PROBLEM DETAILS –
Go over the data and copy out each line with "Silveira" in it.

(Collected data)
———

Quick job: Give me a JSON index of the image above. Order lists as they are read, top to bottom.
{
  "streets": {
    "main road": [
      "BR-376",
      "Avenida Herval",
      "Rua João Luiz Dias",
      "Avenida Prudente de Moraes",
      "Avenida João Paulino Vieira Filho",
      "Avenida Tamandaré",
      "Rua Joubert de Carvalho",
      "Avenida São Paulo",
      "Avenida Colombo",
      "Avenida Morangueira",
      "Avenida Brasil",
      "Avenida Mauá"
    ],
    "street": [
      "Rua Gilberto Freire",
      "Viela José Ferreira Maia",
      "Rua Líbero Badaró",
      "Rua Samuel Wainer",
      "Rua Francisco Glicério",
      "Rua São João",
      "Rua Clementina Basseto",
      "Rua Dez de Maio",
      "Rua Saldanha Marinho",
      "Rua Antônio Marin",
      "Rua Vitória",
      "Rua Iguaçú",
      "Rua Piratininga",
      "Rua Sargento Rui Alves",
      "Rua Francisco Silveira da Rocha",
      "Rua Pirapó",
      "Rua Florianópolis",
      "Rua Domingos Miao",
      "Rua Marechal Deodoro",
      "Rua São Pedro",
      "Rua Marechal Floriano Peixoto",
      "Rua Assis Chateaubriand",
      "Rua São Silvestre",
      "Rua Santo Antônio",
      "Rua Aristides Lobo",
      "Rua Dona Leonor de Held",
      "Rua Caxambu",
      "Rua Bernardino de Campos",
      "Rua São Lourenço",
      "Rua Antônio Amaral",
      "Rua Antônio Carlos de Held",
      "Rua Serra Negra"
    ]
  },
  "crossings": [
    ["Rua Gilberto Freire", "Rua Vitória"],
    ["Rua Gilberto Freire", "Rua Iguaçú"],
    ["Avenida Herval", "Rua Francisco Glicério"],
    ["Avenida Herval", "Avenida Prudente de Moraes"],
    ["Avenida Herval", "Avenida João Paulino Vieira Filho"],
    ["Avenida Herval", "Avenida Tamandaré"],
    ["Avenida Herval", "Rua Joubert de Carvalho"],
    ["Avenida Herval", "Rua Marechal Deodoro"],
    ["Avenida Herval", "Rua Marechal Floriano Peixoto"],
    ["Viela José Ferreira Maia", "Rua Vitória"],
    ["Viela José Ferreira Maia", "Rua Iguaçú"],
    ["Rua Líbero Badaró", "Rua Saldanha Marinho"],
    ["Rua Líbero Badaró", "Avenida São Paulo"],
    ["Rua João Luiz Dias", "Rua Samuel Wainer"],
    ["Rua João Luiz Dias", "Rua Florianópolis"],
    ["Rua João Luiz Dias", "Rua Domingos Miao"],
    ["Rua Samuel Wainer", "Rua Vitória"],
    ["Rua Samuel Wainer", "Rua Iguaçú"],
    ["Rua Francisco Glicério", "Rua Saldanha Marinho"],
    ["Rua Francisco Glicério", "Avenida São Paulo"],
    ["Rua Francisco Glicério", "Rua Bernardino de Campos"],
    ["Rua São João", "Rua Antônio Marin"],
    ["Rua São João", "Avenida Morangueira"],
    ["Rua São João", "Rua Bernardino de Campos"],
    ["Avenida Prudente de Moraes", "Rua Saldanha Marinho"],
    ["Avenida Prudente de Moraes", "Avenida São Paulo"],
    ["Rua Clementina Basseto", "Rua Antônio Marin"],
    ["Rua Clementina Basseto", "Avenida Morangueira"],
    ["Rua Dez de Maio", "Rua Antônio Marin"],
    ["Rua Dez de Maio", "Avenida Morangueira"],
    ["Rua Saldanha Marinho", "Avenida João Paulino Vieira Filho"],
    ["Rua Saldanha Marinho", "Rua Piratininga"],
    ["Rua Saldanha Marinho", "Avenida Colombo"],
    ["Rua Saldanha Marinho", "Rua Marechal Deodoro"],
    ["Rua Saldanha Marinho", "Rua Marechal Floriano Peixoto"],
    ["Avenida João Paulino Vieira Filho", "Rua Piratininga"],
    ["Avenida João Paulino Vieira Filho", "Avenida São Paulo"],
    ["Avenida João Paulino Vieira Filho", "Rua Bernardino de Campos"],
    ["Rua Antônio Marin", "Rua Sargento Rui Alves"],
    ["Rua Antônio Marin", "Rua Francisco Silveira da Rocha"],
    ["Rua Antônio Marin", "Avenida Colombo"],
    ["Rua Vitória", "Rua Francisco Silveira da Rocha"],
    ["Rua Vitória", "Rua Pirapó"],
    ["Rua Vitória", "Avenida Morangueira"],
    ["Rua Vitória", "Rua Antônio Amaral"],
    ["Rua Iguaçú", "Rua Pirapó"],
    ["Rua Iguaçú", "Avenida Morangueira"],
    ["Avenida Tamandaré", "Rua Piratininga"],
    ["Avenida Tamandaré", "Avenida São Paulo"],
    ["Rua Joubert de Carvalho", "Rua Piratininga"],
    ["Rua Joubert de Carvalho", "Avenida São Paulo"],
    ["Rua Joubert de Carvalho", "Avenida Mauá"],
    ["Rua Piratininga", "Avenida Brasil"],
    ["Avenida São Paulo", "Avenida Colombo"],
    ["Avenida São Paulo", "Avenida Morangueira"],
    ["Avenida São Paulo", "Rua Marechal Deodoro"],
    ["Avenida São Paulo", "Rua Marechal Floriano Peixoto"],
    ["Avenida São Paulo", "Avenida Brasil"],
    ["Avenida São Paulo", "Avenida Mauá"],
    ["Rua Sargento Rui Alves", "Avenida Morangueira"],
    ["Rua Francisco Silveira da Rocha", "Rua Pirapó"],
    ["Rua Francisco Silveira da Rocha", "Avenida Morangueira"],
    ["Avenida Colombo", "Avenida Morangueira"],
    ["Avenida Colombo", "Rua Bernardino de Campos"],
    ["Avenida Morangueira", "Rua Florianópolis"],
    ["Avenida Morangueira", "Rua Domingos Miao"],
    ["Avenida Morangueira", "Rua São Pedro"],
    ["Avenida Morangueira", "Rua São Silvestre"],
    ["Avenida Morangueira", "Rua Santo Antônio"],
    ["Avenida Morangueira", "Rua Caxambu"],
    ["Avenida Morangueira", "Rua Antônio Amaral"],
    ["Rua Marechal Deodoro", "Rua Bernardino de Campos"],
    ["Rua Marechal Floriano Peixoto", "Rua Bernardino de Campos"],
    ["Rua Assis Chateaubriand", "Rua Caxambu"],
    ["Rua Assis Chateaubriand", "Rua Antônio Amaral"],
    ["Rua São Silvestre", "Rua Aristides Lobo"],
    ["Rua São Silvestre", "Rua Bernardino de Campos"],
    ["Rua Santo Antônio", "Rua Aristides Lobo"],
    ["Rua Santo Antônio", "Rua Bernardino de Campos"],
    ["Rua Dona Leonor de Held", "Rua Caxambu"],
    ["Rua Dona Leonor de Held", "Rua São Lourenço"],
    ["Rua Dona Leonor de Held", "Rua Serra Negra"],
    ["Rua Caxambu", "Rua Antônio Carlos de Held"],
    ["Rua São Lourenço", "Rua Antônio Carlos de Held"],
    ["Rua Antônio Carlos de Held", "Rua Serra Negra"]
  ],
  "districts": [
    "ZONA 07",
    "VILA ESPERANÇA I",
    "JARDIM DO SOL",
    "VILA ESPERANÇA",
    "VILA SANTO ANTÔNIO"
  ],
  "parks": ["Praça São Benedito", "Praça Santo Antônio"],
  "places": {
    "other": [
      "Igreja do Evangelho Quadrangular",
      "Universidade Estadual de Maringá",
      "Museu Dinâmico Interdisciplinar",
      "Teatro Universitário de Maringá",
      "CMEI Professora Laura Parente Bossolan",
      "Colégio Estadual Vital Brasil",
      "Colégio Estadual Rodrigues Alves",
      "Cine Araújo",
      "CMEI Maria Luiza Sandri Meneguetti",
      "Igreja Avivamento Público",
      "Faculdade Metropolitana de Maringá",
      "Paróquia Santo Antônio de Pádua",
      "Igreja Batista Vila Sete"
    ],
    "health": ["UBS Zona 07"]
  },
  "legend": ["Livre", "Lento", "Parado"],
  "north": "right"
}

———

RESULT FOR THIS TASK –
      "Rua Francisco Silveira da Rocha",
    ["Rua Antônio Marin", "Rua Francisco Silveira da Rocha"],
    ["Rua Vitória", "Rua Francisco Silveira da Rocha"],
    ["Rua Francisco Silveira da Rocha", "Rua Pirapó"],
    ["Rua Francisco Silveira da Rocha", "Avenida Morangueira"],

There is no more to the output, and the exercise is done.